By Somapala Gunadheera –
The Government’s effort to make a new Constitution appears to be dragging its feet. With the resolution on framing a new Constitution getting postponed and re-fixed and a palpable indecision on the way to go, an impression is being created in the public mind that the project is still groping in the dark.
The first imperative in framing a Constitution is to ascertain the views of the general public on the provisions to be included in the proposed legislation. A committee has been set up to report on this aspect and it appears to be going about its task with enthusiasm and wide publicity. It has drawn up a time table to visit all parts of the country and ascertain the views of the people.
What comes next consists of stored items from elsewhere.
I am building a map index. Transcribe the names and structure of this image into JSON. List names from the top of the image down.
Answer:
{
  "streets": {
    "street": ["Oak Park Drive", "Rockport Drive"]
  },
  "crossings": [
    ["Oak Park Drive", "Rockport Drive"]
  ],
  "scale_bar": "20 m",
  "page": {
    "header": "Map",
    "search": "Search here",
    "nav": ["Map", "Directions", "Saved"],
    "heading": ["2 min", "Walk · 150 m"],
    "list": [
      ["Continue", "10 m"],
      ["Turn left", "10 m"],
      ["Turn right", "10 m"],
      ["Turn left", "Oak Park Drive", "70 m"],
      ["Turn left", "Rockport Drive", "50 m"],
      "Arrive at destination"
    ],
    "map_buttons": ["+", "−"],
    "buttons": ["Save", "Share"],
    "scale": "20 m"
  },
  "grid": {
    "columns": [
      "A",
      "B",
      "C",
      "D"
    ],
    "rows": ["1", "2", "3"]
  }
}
The purpose of this survey ought to be to get a reliable idea on what would please the majority of the people in the final product. But can the current survey make a dependable assessment on this point? The initiative as structured, can only produce a ‘Pilgrims Progress’, detailing what individuals said to the reporters on their way. Such hearsay information cannot guide the framers of a Constitution through the pitfalls on the way to their destination.
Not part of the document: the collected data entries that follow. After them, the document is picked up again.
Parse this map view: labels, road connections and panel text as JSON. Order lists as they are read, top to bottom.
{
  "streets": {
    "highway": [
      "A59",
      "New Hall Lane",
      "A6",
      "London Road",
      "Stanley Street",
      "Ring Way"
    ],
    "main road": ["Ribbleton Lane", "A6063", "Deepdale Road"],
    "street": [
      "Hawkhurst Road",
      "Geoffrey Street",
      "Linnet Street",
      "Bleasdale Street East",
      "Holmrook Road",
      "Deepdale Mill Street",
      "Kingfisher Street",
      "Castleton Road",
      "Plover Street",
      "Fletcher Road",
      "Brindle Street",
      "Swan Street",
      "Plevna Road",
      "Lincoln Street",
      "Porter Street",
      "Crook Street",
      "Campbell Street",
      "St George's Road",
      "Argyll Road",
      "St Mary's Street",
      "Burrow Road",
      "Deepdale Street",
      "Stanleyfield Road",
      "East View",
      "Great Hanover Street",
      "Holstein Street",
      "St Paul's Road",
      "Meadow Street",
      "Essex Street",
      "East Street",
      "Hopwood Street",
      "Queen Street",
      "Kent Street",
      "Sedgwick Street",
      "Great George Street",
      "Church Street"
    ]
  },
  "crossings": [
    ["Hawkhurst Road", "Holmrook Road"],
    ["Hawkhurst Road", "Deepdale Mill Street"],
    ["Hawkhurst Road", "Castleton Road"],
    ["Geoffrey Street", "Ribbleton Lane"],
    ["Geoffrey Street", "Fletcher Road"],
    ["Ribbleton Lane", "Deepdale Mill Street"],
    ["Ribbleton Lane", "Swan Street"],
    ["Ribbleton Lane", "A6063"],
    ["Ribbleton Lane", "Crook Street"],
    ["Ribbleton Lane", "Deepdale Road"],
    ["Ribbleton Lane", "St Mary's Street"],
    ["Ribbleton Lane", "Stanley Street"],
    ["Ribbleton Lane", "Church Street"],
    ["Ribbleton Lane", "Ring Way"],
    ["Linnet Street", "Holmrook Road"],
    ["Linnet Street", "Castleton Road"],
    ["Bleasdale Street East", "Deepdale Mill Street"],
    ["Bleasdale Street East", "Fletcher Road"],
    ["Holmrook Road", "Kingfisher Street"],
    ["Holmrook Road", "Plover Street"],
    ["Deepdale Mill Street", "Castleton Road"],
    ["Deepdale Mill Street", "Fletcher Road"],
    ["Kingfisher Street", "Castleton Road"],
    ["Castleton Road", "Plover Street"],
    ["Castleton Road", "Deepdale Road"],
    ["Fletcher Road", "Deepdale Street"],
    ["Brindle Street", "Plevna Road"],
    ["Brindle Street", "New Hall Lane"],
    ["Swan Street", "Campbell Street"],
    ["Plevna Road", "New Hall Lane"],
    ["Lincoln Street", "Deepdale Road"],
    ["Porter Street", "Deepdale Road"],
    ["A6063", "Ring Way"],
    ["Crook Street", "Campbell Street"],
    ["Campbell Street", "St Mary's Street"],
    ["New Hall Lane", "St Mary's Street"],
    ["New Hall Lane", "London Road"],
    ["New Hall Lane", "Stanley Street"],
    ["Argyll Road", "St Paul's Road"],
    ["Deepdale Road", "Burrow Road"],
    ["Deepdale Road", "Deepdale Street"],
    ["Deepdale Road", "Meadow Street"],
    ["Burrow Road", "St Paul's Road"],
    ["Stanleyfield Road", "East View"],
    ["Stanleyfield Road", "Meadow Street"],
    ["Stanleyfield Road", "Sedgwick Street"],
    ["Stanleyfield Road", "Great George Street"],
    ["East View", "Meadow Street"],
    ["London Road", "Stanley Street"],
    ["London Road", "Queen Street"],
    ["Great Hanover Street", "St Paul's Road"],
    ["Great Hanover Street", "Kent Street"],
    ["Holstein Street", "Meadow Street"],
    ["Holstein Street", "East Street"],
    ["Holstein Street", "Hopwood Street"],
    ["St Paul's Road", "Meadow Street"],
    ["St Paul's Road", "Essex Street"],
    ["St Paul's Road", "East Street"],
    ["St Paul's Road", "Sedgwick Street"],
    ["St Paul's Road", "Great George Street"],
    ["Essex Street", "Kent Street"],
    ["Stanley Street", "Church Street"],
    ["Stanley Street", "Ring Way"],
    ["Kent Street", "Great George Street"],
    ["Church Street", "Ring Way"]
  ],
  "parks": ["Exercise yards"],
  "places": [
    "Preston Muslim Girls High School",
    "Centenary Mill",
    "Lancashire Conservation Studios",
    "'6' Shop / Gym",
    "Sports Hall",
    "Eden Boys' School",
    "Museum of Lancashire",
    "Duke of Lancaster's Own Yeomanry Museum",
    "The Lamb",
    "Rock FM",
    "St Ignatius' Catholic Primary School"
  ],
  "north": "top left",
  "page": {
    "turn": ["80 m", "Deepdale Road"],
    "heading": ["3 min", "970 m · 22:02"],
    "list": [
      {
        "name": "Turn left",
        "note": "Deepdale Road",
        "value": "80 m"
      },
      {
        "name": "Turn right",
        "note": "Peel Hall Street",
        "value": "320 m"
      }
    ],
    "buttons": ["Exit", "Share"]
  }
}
The framers need reliable information on the issues involved, such as their relative importance, ratios and proportions of public support, optimum alternatives and what would be sustainable in the long run. That is a job calling for resort to a scientific statistical survey. Such technology and expertise is readily available locally and it is a pity that this resource does not appear to have been tapped so far. It is still not too late to commission such a survey to enable the framers to select their alternatives on firm ground.
The survey report will disclose the total picture of the background to the framing. It will identify areas where a consensus has to be built up to minimize controversies that might crop up in due course. Building consensus calls for a representative body consisting of the interests involved in the final product. The Committee appointed to ascertain the views of the public has decided on second thoughts, to extend its time table to enable it to consult the stakeholders, the racial and religious groups etc. Their’s cannot be a ‘thus have I heard’ report. It calls for a deep knowledge of the rifts and divisions which can only be sorted out after a scientific survey. It involves selection of the parties to be consulted and calls for a forum at which the stakeholders can sit and reach consensus after intimate discussion.
The consultative committee is an integral part of the drafting process. It has to be constituted with care and responsibility. The views of the members of the committee play a vital role. They cannot be identified on the phone or by ringing door bells. The need is to ascertain the consensus on knotty issues thrown up by the survey through a collective effort. The part to be played by the representative committee is more than half the job. It calls for full participation of the respective opinion leaders and tact and foresight in handling it.
The next step is the framing of the draft Constitution based on the annotated survey. That calls for a Panel of outstanding draughtsmen well versed in constitutional law. Fortunately, this country can boast of several such experts with international exposure and on the job experience. They may have their own political views but as professional men, they can be trusted to produce a state-of-the-art draft.
The draft Constitution is then sent up to Parliament for due promulgation. As the draft is based on consensus and as Parliament should be necessarily representative of the parties that came to that consensus, the document should normally have an easy passage through the House. But in actual practice, there can be attempts to tinker with the provisions to serve personal interests.
According to the book, an MP is elected to Parliament to represent the people who elected him. It is in his personal interest to stand by their interests, if he wants to get himself re-elected. Nevertheless there can be instances in which an MP’s personal interest can come in conflict with the public interest. Creation of portfolios is an example. People’s interest demands that the country is governed by the minimum possible number of ministers, conserving public funds. Such limitation would be inimical to an individual member’s thrust for power. We have often witnessed how legislators subjugate public interest to their personal ambitions in such situations.
Yet another instance where MPs go beyond their mandates is in crossovers, claiming the excuse of conscience. As representatives of the people, they can only stand by the conscience of the people. If they are unable to do so for personal reasons, they should stand down making way for their electorate to replace them with others who are prepared to abide by the representative character of their role. Undoubtedly, judicial admission of an MP’s right to stand by his alleged conscience has been the cause of many an upheaval in Parliament ending in the creation of a dictatorship.
In the ultimate analysis, all Constitutions made after independence were tainted by the self-interest of the Party in power. Winners at each election, imposed a new Constitution on the People, heralding it as a showpiece of democracy, only for the document to be torn up by their successors as a tool of mis-governance. Time has come to put an end to this vicious circle by putting in place a Constitution that would stand the ravages of self-interest. That requires a taboo on tinkering with a Constitution that has been democratically evolved. Any amendment that the Parliament wishes to make to the document built up by consensus of all stakeholders, should be subject to the wish of the People, ascertained at a referendum.
The time factor
There does not appear to be a hurry to enact a new Constitution immediately. Both major elections are years ahead. That gives the Government enough time to go through the essential imperatives on Constitution making methodically, at leisure and produce a model in due time. From the strategic point of view too, it could be risky to call for a division on a piece of legislation that has potential to trigger a crisis in the midst of an inter-Party tussle for power.